Jacqueline de Romilly montre alors, au travers de l’œuvre de Thucydide, la présence de ces idées nouvelles, puis leur déclin, et le retour vers l’appréhension du passé récent, celui de la gloire athénienne, ce que nous appellerons « le siècle de Périclès », comme un nouvel âge d’or.

Les idées nouvelles sont présentes tout particulièrement dans le texte de Thucydide connu sous le nom d’Archéologie.
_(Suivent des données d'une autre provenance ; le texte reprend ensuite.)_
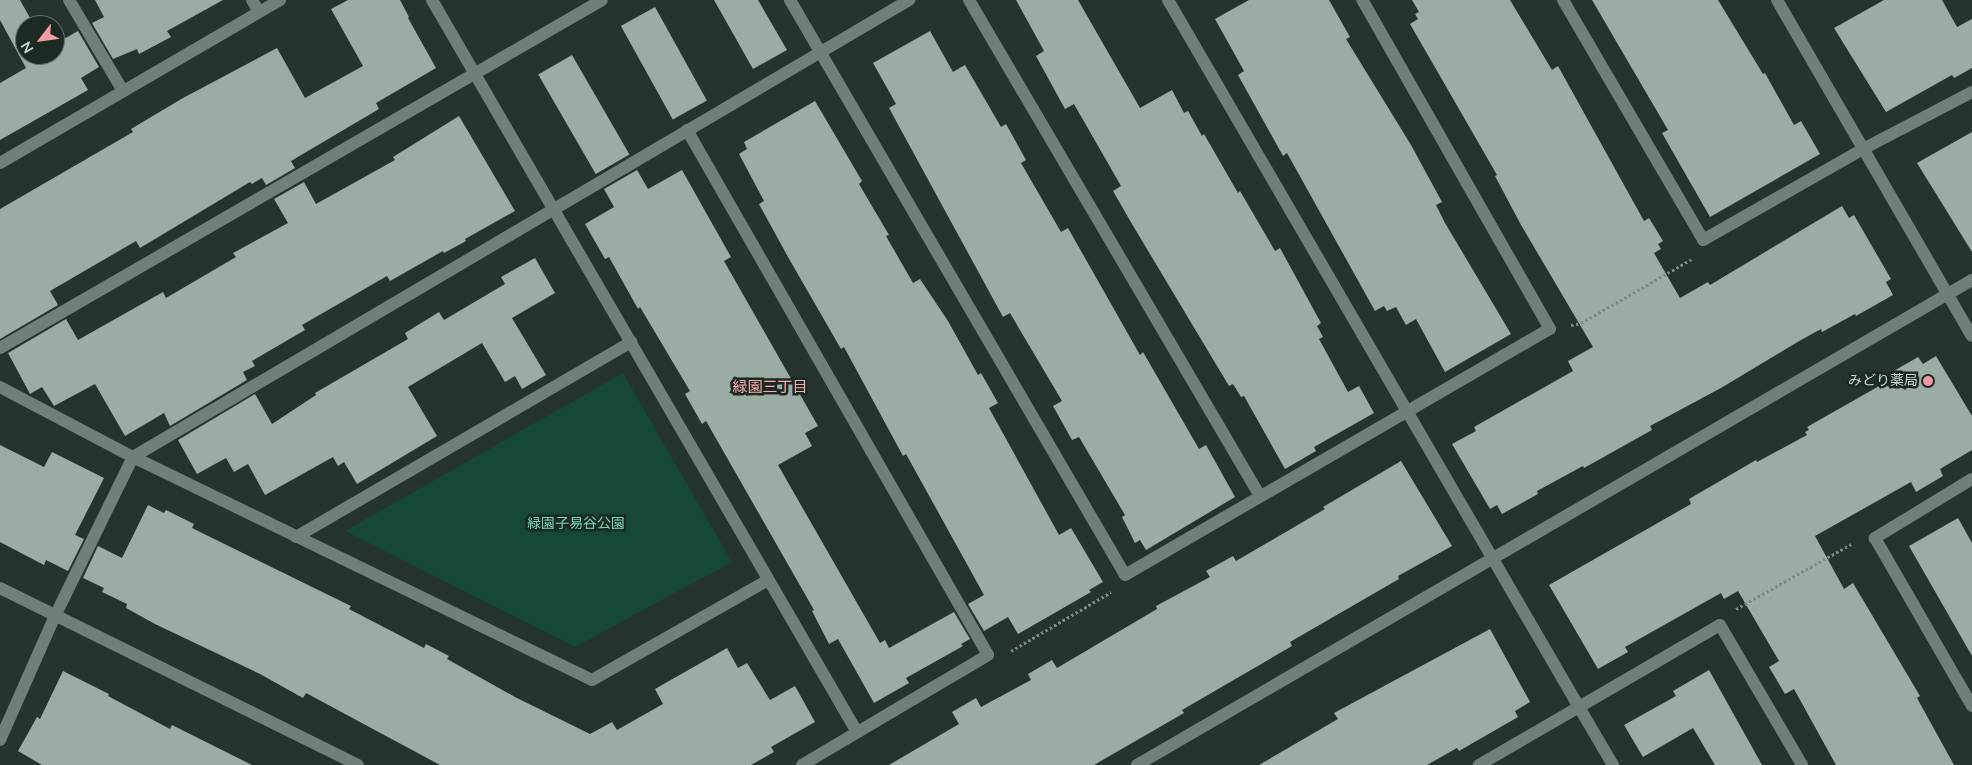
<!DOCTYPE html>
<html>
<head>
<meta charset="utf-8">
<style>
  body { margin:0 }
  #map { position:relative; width:1972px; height:765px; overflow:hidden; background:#26342e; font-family:"Nunito Sans","Noto Sans JP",sans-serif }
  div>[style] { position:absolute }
  .green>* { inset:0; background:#164837 }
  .building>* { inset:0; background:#9baca4; transform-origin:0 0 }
  .path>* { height:3px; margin-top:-1.5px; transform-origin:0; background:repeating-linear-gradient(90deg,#7c8883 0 2.5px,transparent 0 5px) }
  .minor>* { height:12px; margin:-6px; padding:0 6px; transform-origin:6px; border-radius:6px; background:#708079 }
  .dots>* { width:14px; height:14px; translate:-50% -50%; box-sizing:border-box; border:2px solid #1c2a24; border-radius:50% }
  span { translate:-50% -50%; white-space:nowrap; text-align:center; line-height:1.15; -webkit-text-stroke:5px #1c2a24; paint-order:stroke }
  .poi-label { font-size:14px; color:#ced7d3 }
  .right { translate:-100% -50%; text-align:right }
  .park-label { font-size:14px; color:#76d8b2 }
  .neighbourhood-label { font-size:15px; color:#fea9ad }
  .north { position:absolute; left:15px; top:15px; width:50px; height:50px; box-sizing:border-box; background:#1c2a24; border:1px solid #636f6a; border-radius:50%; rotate:240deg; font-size:14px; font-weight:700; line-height:20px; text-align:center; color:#ced7d3 }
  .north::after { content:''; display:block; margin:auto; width:18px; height:22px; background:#f49b9f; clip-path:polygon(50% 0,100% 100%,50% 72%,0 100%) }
</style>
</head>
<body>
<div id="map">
  <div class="green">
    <div style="clip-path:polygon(623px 373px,732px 562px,575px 647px,345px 531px)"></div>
  </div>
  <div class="building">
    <div style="clip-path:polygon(0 0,20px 0,34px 25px,25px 25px,25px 55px,55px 55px,55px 44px,78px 31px,99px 67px,81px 78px,88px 90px,0 140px,0 83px,26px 68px,0 20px)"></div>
    <div style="clip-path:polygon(95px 0,223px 0,167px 31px,171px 37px,139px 54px,137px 49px,113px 59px,92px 23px,104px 17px)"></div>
    <div style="clip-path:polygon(348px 0,400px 0,409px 17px,408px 18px,436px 68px,376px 103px,379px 109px,291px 161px,295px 168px,266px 185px,262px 178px,252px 184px,250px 182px,140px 248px,136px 241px,50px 291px,58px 305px,0 339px,0 209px,133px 132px,131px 129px,183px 98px,277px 48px,305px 98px,363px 66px,331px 9px)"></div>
    <div style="clip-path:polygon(714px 0,758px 0,787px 50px,753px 69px)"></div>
    <div style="clip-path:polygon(1016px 0,1078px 0,1140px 108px,1172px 90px,1184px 113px,1188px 111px,1202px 136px,1204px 134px,1238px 193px,1240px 191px,1275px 251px,1280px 248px,1321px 323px,1317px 326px,1323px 337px,1319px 339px,1348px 392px,1359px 386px,1374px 413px,1314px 447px,1316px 451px,1285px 469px,1244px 396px,1241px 397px,1233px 384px,1229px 386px,1132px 224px,1113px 191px,1121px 186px,1074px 104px,1065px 109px,1036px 56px,1044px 51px)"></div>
    <div style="clip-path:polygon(1249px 0,1329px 0,1350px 37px,1346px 39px,1411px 145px,1442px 202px,1436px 205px,1445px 223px,1511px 334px,1445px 372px,1416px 319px,1406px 325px,1396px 307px,1387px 311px,1384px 306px,1375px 311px,1287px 153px,1283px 156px,1238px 75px,1244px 71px,1215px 19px)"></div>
    <div style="clip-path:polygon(1412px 0,1510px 0,1552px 70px,1558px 66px,1644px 221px,1649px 218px,1663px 241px,1658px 244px,1661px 249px,1654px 253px,1680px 298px,1708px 282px,1710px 285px,1842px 206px,1849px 218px,1854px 215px,1891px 279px,1886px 282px,1893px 295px,1856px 316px,1855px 314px,1822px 332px,1821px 329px,1801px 340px,1721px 388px,1650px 426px,1652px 430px,1584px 468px,1583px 466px,1537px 491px,1538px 494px,1502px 514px,1497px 505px,1490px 509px,1452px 444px,1476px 431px,1474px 427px,1573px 371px,1568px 361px,1593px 347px,1521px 225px,1495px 176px,1497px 175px,1410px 24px,1418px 19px,1415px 14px,1419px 12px)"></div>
    <div style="clip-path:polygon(1592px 0,1718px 0,1763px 74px,1765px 73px,1794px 125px,1801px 121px,1820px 154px,1710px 217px,1662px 133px,1668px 130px)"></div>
    <div style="clip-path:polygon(1884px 0,1942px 0,1957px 27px,1972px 19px,1972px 68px,1954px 78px,1952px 75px,1886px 112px,1834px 28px)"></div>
    <div style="left:655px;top:7px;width:107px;height:39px;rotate:61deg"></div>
    <div style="clip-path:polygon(930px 31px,953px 72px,965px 65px,1001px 127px,1006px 124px,1026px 160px,1021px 163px,1061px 232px,1068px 228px,1140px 355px,1143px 352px,1199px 449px,1206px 445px,1235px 497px,1146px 550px,1140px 540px,1135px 543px,1122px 517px,1125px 515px,1079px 437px,1072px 440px,1053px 406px,1062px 401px,1010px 313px,1003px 317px,889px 108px,896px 104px,873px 63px)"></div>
    <div style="left:572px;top:55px;width:115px;height:39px;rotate:60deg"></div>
    <div style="clip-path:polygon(815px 101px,862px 181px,859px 184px,889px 235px,886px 236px,913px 283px,920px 279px,948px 321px,978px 375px,981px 373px,998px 403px,989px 408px,1059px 535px,1071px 528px,1103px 582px,1089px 590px,1091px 592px,1018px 634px,1008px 617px,984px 631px,968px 604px,984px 595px,906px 454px,903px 456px,844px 347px,841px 349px,788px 257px,759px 204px,764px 201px,739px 154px,747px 149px,744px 142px)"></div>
    <div style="clip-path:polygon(459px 116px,515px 211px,465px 239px,466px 241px,444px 253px,443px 251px,390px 281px,387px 276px,302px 325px,305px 330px,252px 361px,255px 366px,243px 372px,247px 380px,170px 426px,164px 413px,125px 436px,95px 384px,54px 406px,42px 387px,30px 394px,8px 353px,66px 319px,78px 340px,163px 292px,166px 298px,236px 257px,233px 253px,288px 223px,274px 199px,304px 182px,316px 204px,395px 160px,393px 157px)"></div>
    <div style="clip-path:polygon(1972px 132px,1972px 252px,1917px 163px)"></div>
    <div style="clip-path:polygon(637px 170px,648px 189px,682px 170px,731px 257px,724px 261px,818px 426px,805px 433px,812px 446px,778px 465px,880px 643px,885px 640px,889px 648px,954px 612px,970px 639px,961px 644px,963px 646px,906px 678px,909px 683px,874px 703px,838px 639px,829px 644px,812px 611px,814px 610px,706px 421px,702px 424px,685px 394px,690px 391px,640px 307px,638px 309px,609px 257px,605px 259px,585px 224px,614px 207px,604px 189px)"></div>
    <div style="clip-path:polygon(535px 258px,555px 293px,512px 318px,546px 375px,522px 389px,515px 376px,505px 382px,482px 343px,408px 387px,437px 436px,357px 484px,344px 462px,338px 466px,333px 457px,265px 495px,248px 464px,234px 472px,226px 458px,197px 474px,178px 440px,255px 394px,272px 424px,316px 395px,315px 393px,408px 339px,405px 333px,439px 312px,444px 320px,505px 284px,501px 277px)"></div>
    <div style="clip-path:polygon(1936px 356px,1972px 416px,1972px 450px,1940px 469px,1943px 476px,1916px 492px,1911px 482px,1815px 536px,1844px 589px,1853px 583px,1920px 696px,1917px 698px,1954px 765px,1836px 765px,1794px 689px,1785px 694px,1769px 667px,1779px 661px,1738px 591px,1724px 599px,1721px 593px,1625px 647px,1628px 652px,1598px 669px,1549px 585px,1691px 504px,1689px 499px,1756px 460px,1757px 462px,1807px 435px,1805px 432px,1809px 430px,1807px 427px,1895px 377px,1892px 372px,1918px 357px,1923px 364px)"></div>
    <div style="clip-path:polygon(0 445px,44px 467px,52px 452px,104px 478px,75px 535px,84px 539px,68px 571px,46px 560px,44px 565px,0 542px)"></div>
    <div style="clip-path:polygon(1401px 461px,1452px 546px,1398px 576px,1399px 579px,1290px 642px,1292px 646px,1182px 710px,1184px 713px,1094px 765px,889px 765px,959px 724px,952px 712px,976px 698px,981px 707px,1031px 680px,1028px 674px,1052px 660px,1057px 668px,1157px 609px,1156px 606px,1210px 577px,1206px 571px,1233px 556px,1236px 561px,1325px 509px,1323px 507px)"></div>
    <div style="clip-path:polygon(148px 505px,164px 513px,166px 510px,194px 524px,192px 528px,351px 606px,349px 609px,424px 648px,426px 644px,449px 656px,447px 659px,515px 697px,590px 734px,612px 722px,617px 730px,663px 704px,655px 689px,727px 648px,738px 668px,747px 663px,770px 700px,795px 686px,815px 722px,771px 747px,774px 752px,751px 765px,440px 765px,306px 693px,303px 698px,260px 674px,155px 624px,126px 608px,127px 604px,102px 592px,104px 588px,83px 578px,98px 546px,122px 558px)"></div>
    <div style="clip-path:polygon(1958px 518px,1972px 543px,1972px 656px,1909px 546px)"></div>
    <div style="clip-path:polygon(1490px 629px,1530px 702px,1515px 711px,1518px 717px,1459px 751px,1457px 748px,1427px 765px,1259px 765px,1338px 719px,1334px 713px)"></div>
    <div style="clip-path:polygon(1709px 670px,1762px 765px,1715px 765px,1693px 728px,1643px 757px,1624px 725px,1676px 696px,1673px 691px)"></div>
    <div style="clip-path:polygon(63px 671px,109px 694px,108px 696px,170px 729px,172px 725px,252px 765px,42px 765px,18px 751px,37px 717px,40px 719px)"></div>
  </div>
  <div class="path">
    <div style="left:1571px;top:325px;width:10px;rotate:-11deg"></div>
    <div style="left:1581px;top:323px;width:128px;rotate:-30deg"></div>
    <div style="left:1736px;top:609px;width:134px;rotate:-29.4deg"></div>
    <div style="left:1011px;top:651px;width:116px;rotate:-30.5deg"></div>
  </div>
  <div class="minor">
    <div style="left:69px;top:0;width:106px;rotate:59.3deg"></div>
    <div style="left:252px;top:0;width:14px;rotate:60deg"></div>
    <div style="left:432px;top:0;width:846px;rotate:59.86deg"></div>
    <div style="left:790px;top:0;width:665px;rotate:59.77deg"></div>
    <div style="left:1125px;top:575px;width:491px;rotate:-30.1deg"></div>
    <div style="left:1550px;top:329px;width:379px;rotate:-119.7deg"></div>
    <div style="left:969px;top:0;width:575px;rotate:59.6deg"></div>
    <div style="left:1168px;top:0;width:818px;rotate:59.83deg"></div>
    <div style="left:1579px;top:707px;width:116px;rotate:149.9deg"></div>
    <div style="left:1563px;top:0;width:278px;rotate:59.7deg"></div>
    <div style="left:1703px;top:240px;width:184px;rotate:-29.6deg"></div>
    <div style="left:1863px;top:149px;width:123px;rotate:-27.6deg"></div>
    <div style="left:1777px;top:0;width:388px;rotate:59.9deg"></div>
    <div style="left:687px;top:130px;width:605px;rotate:60.17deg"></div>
    <div style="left:988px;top:655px;width:216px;rotate:149.4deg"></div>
    <div style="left:0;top:163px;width:324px;rotate:-30.2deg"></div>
    <div style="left:0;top:348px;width:695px;rotate:-30.03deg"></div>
    <div style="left:0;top:387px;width:150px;rotate:27.8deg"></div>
    <div style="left:133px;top:457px;width:510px;rotate:25.91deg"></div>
    <div style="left:592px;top:680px;width:202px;rotate:-29.6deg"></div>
    <div style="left:1972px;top:479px;width:114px;rotate:148.7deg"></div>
    <div style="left:1875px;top:538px;width:194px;rotate:60deg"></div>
    <div style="left:296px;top:537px;width:388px;rotate:-30.2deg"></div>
    <div style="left:0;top:588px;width:399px;rotate:26.3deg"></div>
    <div style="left:0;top:740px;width:136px;rotate:-66.1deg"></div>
    <div style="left:55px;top:616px;width:177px;rotate:-63.9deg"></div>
    <div style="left:133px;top:457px;width:901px;rotate:-30.49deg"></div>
    <div style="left:1137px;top:765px;width:966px;rotate:-30.15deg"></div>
    <div style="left:1613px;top:765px;width:67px;rotate:-120.4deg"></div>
    <div style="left:1579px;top:707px;width:163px;rotate:-30.2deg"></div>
    <div style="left:1720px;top:625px;width:162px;rotate:59.6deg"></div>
  </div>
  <div class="dots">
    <div style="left:1928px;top:381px;background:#f49b9f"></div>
  </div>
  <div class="poi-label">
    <span class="right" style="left:1918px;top:381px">みどり薬局</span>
  </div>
  <div class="park-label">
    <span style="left:576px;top:524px">緑園子易谷公園</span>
  </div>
  <div class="neighbourhood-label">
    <span style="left:770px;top:388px">緑園三丁目</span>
  </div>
  <div class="north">N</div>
</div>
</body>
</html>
Dans l’Archéologie, « le problème est simple » : « la thèse soutenue par Thucydide est une affirmation claire, cohérente et sans ambages, du progrès. » Les progrès s’y succèdent sous la forme, non d’une série d’inventions successives isolées les unes des autres, mais d’une évolution continue et générale, entraînant tout, toujours dans le même sens. La confiance éclate pour une méthode nouvelle fondée sur la raison, en des termes « étrangement voisins » de ceux qu’emploie l’auteur de l’Ancienne médecine célébrant la recherche médicale et les découvertes de la médecine. Le vocabulaire est le même, et par-delà le vocabulaire, l’idéal scientifique.

Il en va différemment dans la Guerre du Péloponnèse. Car, l’historien, qui ne parle jamais de « technè politikè », ne croit pas au progrès moral ; et à l’instar de la plupart des auteurs du Ve siècle, y compris ceux qui parlent de progrès, jamais, il ne considère l’avenir. « Son œuvre nous montre jusqu’où un homme de cette époque pouvait mener l’idée du progrès ; mais elle nous montre aussi où se fait le retournement, dont l’effet se fera sentir dans tout le IVe siècle. » Dans son grand-œuvre, Thucydide ne dit pas explicitement que le progrès se retourne contre l’homme. Il le montre. Il montre que le progrès des techniques militaires aboutit au progrès des guerres et que la guerre est un maître violent, dont les effets sur l’homme sont désastreux. Pour lui, cela relève de la nécessité, de l’anagkè. Ce même besoin qui stimule le progrès technique devient l’agent de la démoralisation humaine. « Non seulement Thucydide ne suggère nulle part l’idée d’un avenir ouvert, mais qu’encore, les faits qu’il rapporte, le vocabulaire qu’il emploie, les arguments qu’il prête à ses orateurs, tout implique résolument l’idée d’une grandeur vouée à périr, d’une grandeur suivie de décadence. ». Cela ne le rend pas pessimiste. La pensée fondatrice est celle du balancement apogée / déclin.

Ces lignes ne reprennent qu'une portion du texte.